Regarding the Sure T, I have said it before and I will continue to say it: I like Medtronic.  Their pump rep nurses were as gentle as possible when we did the “human pincushion” trial and error game of inserting into different sites during appointments over the past two years.  Those days were not easy for any of us, on a mental and physical level, but their confident reassurance that it was going to be okay is something that I will always carry with me.  Medtronic’s customer service is timely, polite, and helpful.  One manager in particular has logged dozens of hours on the phone with me while we documented and troubleshooted what we believe to be a rare Sure T product defect.  Medtronic has sent me various lot numbers of Sure Ts to try, and I have sent them back my problematic sets for analyses, the results of which are still to be determined.

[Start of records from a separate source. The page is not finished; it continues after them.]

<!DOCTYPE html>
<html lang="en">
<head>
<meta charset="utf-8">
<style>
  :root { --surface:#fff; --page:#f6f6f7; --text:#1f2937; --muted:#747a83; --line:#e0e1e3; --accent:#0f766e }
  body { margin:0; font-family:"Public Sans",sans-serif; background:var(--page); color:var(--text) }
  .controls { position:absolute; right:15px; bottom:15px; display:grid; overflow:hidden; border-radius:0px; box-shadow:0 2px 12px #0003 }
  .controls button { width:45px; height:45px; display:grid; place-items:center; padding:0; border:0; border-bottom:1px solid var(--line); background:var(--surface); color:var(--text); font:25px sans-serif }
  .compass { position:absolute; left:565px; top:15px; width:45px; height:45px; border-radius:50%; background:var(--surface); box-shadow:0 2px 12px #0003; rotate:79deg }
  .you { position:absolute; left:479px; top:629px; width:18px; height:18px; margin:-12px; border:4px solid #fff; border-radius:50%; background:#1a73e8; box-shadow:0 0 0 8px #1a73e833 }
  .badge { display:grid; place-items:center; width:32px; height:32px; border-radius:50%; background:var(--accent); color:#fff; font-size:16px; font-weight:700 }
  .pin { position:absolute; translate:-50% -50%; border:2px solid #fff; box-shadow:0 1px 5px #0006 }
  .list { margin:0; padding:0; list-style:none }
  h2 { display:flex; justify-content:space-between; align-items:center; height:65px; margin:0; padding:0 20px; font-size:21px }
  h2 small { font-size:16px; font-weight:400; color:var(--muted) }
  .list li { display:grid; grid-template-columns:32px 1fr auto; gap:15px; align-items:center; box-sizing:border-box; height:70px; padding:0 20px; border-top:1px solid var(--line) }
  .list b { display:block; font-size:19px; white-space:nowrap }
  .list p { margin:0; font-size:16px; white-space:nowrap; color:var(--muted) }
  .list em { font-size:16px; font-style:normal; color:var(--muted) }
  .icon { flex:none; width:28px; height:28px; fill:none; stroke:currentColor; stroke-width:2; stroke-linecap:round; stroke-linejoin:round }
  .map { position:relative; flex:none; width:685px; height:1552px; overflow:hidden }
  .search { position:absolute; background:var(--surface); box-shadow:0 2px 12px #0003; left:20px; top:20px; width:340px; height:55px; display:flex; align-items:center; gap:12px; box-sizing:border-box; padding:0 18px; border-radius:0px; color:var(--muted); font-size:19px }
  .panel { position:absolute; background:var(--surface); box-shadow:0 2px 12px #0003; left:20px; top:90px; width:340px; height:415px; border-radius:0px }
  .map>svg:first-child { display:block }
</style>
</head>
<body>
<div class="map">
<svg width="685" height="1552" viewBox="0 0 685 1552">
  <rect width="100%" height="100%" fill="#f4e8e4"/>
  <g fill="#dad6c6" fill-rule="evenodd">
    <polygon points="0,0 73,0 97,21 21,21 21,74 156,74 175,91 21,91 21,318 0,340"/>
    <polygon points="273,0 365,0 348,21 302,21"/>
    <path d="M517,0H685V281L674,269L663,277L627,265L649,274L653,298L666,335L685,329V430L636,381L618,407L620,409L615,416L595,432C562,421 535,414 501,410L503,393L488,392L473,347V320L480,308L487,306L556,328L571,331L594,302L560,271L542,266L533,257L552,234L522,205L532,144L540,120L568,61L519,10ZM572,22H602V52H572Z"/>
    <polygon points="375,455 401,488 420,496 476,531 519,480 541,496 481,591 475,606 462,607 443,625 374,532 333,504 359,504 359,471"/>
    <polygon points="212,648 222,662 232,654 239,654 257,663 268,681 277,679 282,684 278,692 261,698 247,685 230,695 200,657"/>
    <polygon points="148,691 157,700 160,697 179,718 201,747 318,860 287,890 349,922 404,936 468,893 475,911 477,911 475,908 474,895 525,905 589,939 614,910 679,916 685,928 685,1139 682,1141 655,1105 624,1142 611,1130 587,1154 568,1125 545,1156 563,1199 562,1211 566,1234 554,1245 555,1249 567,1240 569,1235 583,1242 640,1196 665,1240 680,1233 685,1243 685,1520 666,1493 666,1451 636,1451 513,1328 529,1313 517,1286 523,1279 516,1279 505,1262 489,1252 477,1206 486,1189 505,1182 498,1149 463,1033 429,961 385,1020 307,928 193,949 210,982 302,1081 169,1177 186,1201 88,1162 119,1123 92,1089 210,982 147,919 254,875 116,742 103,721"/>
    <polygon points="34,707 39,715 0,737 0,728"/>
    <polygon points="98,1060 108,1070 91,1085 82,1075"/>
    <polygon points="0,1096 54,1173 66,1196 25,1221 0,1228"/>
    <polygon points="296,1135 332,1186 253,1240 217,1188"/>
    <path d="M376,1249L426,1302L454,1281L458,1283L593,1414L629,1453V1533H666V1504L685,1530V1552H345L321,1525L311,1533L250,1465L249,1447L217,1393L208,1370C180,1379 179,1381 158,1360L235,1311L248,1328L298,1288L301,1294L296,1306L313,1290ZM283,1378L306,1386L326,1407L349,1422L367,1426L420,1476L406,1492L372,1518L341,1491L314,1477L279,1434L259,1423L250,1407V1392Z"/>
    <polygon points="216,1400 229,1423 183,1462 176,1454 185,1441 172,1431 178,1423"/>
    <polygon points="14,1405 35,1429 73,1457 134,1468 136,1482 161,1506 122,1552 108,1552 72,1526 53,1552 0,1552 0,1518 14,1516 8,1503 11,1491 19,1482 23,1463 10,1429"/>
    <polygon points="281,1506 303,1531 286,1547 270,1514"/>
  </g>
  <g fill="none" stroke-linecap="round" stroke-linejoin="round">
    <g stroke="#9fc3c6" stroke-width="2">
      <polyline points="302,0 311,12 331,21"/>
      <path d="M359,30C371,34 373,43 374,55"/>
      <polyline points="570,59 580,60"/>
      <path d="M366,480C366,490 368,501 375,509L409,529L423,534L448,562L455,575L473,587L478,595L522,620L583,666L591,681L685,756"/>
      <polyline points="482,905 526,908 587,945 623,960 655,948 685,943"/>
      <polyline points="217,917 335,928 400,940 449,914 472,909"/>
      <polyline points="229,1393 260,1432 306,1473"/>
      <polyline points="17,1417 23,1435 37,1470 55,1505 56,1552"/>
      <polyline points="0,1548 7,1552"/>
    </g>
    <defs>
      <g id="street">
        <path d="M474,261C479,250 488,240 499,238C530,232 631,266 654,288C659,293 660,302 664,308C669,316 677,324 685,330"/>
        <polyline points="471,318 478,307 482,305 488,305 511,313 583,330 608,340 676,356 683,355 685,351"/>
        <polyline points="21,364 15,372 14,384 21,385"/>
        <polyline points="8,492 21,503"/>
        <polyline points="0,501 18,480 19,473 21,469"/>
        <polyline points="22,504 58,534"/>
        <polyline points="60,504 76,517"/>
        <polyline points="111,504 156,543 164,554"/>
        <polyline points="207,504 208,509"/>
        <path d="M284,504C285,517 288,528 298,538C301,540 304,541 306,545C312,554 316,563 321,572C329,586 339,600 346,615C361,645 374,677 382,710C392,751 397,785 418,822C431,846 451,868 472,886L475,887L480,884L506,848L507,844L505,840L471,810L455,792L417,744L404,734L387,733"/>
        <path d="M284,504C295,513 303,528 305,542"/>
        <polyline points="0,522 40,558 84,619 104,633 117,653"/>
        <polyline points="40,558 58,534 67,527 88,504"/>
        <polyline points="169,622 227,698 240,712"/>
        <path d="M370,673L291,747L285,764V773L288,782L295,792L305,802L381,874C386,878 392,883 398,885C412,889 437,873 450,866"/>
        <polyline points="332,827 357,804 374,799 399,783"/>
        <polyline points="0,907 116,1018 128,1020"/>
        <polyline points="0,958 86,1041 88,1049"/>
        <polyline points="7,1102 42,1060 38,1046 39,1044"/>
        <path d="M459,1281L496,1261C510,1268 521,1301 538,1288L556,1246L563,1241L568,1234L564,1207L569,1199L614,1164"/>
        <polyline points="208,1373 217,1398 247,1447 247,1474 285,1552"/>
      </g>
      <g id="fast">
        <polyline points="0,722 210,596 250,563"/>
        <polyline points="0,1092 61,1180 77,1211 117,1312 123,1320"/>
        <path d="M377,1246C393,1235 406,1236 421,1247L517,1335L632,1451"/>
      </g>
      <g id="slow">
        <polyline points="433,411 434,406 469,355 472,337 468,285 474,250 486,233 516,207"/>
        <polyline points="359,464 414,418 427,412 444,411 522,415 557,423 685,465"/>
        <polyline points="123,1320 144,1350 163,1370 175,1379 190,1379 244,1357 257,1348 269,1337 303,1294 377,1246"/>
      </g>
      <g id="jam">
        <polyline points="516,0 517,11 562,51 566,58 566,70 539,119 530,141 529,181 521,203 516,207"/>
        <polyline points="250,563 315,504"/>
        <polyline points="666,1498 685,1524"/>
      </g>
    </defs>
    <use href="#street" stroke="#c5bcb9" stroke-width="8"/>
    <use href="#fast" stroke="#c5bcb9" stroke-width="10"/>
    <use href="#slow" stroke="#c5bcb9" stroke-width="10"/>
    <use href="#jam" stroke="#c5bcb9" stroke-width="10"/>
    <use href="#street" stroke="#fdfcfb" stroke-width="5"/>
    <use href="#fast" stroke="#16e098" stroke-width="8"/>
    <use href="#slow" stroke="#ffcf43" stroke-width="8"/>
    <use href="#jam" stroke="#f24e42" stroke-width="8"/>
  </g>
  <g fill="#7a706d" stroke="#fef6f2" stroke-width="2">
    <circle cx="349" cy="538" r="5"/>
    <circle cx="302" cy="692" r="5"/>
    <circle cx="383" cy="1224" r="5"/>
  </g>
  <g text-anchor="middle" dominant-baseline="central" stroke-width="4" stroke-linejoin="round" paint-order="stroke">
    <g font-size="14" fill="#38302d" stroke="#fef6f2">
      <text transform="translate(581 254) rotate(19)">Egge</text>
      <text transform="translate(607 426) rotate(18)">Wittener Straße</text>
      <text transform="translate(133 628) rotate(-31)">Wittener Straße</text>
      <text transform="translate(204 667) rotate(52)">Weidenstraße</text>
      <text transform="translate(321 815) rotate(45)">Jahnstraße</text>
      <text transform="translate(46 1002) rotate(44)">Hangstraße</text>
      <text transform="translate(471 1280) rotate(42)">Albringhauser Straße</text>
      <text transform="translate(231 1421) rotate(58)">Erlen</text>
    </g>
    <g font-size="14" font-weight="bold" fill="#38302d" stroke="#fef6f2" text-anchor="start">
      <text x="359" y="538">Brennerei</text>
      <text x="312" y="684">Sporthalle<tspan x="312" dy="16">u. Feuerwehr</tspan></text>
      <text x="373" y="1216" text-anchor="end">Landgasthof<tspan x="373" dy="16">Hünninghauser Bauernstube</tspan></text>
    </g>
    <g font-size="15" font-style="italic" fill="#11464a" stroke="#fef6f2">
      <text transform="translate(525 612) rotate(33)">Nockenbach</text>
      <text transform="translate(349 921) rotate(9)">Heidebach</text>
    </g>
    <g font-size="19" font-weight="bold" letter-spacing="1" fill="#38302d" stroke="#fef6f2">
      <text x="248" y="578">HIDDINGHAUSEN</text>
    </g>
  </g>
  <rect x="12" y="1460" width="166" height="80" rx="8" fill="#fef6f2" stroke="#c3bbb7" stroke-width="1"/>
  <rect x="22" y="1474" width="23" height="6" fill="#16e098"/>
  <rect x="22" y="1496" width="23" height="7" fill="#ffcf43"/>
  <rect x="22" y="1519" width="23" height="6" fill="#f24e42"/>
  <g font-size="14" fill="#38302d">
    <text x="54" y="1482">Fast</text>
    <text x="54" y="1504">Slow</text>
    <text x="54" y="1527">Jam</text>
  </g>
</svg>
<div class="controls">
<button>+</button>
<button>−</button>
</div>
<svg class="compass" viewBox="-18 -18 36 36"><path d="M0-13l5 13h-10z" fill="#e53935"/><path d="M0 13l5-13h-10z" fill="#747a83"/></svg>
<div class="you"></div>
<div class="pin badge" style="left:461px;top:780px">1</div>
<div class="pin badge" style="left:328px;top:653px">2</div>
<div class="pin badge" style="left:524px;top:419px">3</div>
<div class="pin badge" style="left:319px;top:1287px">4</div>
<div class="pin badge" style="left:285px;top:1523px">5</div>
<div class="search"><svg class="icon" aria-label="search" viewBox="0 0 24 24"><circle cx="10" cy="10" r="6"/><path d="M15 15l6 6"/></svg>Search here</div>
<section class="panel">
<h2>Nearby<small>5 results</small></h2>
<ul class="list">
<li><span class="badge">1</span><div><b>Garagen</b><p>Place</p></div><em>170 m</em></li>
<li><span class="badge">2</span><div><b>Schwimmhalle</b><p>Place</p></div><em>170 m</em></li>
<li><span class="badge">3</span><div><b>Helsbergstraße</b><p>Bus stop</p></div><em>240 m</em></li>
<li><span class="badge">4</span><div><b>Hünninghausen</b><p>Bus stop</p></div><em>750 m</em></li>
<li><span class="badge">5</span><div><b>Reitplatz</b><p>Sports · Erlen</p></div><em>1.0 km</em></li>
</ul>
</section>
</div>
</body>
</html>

In a nutshell, we have tried repeatedly to make the Sure T work for me, but maybe the Sure T doesn’t like people with very light, no sugar coffee orders.  Sure T might perform better for a different diabetic coffee enthusiast on a different day.  You tell me.

The recent product warning sent out by Medtronic is believed to be unrelated to my issue.  See image above; note that insulin droplets pool at the connector site and do not get into my body.  The proof is in the sugar-free pudding: after many site changes, subsequent ketone spikes, stubborn high blood sugars, and droplets of insulin falling out at the site, we have decided to hold off on using the Sure T until new lots are manufactured in the future.  Although I like the steel needle aspect of the Sure T, as bent cannulas cannot occur, if/when I transition back to the insulin pump after doing multiple daily injections for awhile, I will most likely give the Medtronic Quick Sets another try.

Whenever I switched a Sure T site out, I always ate low-carb for a few hours afterwards in case the insulin was not getting into me.  My fear is that someone who is unaware of this risk might consume a big pasta dinner and have an infusion set failure unbeknownst to that person, leading to a very dangerous situation very quickly.  I disclose this information so that you are at least aware of this potential problem if you also use Sure Ts.

Note: If you experience any insulin pump problems, please contact your respective pump company so that they can document the issue and investigate safely.

3.)  Bubbles in insulin pump reservoirs

I detailed this extensively in Broken Record, but to summarize briefly: These were more than champagne bubbles, they blocked proper insulin delivery, and they caused blood sugar to stagnate at high levels until the problem was identified and the reservoir changed out.

A Facebook user recommended that I pre-fill a reservoir a day before an expected site change, let it sit undisturbed to allow big bubbles to settle, and then prime those bubbles through the tubing on the day of the site change.  For some reason, letting the reservoir sit for a day helped immensely.  I also found that Novolog produced bigger bubbles which were easier to eradicate than Humalog’s millions of feisty bubbles which had a knack for procreating over time.  Get a room, Humalog love birds!

Please note that this trick is not recommended by pump companies, as insulin has been shown to lose efficacy over time in the plastic reservoirs.  However, given the frequency and degree of problems I encountered with pump site changes, I found that pre-filling the reservoir was a risk I was willing to assume, and I was always cognizant and on the look-out for problems related to this risk.  So far, the benefits have outweighed these risks.

I hope that this update is helpful to anyone who was curious about the possible solutions identified for my insulin pumping problems.  Thank you again to all who offered encouragement and advice along the way.  More to come soon with a post chronicling the transition back to insulin shots.  Yeehaw!